All the four women were educated in the United States and hold doctorate degrees in either political science, economics or education. But Dashti stressed that the elected women elected represented a wide variety of Kuwaiti women.

"Yes all of us are educated, but we also have a woman who won who is married to a non-Kuwaiti, one who is divorced, one who is not yet married, one whose mother is Lebanese," she said. 

"We represent different social strata."

Kuwaiti women, who make up 54.3 per cent of the 385,000 eligible voters, were running in the elections for only the third time after they were enfranchised in 2005. They won the right to vote in 2006.

"Everyone is ecstatic, especially among liberal or women's empowerment groups," Jamie Etheridge, the managing editor of the Kuwait Timesnewspaper, told Al Jazeera.

"Kuwaiti women are quite liberated and empowered already, but having four female voices in parliament means that issues that are important to Kuwaiti women might get a better hearing," she said.

Sixteen female candidates were among the 210 hopefuls standing for the 50-seat parliament. Voter turnout was less than in previous years with only 56 per cent of Kuwaitis going to the polls.

Sunnis suffer

Kuwait has no officially recognised parties as candidates belong to either a political group, a tribe or they run independently. 

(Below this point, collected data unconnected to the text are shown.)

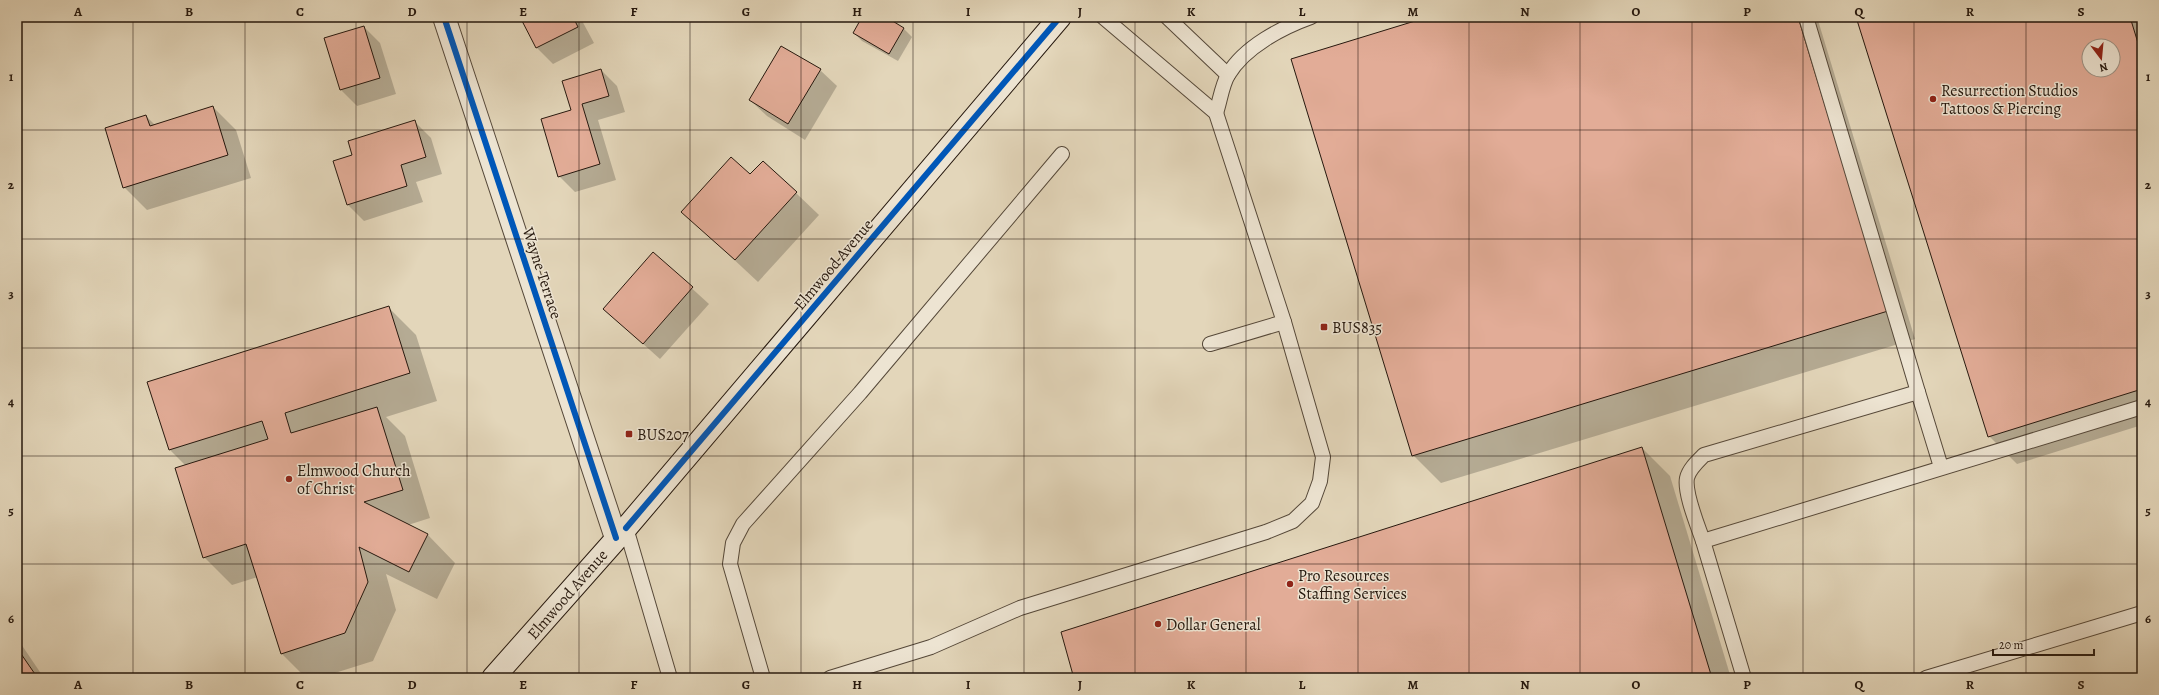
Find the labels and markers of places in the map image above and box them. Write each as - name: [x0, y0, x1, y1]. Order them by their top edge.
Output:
- place label: Resurrection Studios Tattoos & Piercing: [1941, 80, 2078, 120]
- marker: Resurrection Studios Tattoos & Piercing: [1928, 94, 1938, 104]
- place label: BUS835: [1332, 317, 1382, 339]
- marker: BUS835: [1319, 322, 1329, 332]
- place label: BUS207: [637, 424, 689, 446]
- marker: BUS207: [624, 429, 634, 439]
- place label: Elmwood Church of Christ: [297, 460, 411, 500]
- marker: Elmwood Church of Christ: [284, 474, 294, 484]
- place label: Pro Resources Staffing Services: [1298, 565, 1407, 605]
- marker: Pro Resources Staffing Services: [1285, 579, 1295, 589]
- place label: Dollar General: [1166, 614, 1261, 636]
- marker: Dollar General: [1153, 619, 1163, 629]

But the election results showed Islamists losing ground.The two mainstream Sunni groups, the Islamic Salafi Alliance and the Islamic Constitutional Movement, the political arm of the Muslim Brotherhood, were dealt a heavy blow, winning three seats compared to the seven they held in the previous parliament.

The Shia Muslim minority gained significant seats, almost doubling their strength from five to a possible nine. The resounding victory may offer hope that the political infighting that has frozen development will ease. 

But under Kuwait's law, a new cabinet must be formed before elected MPs are able to hold their first formal session after two weeks, a process that could potentially be stalled by the government.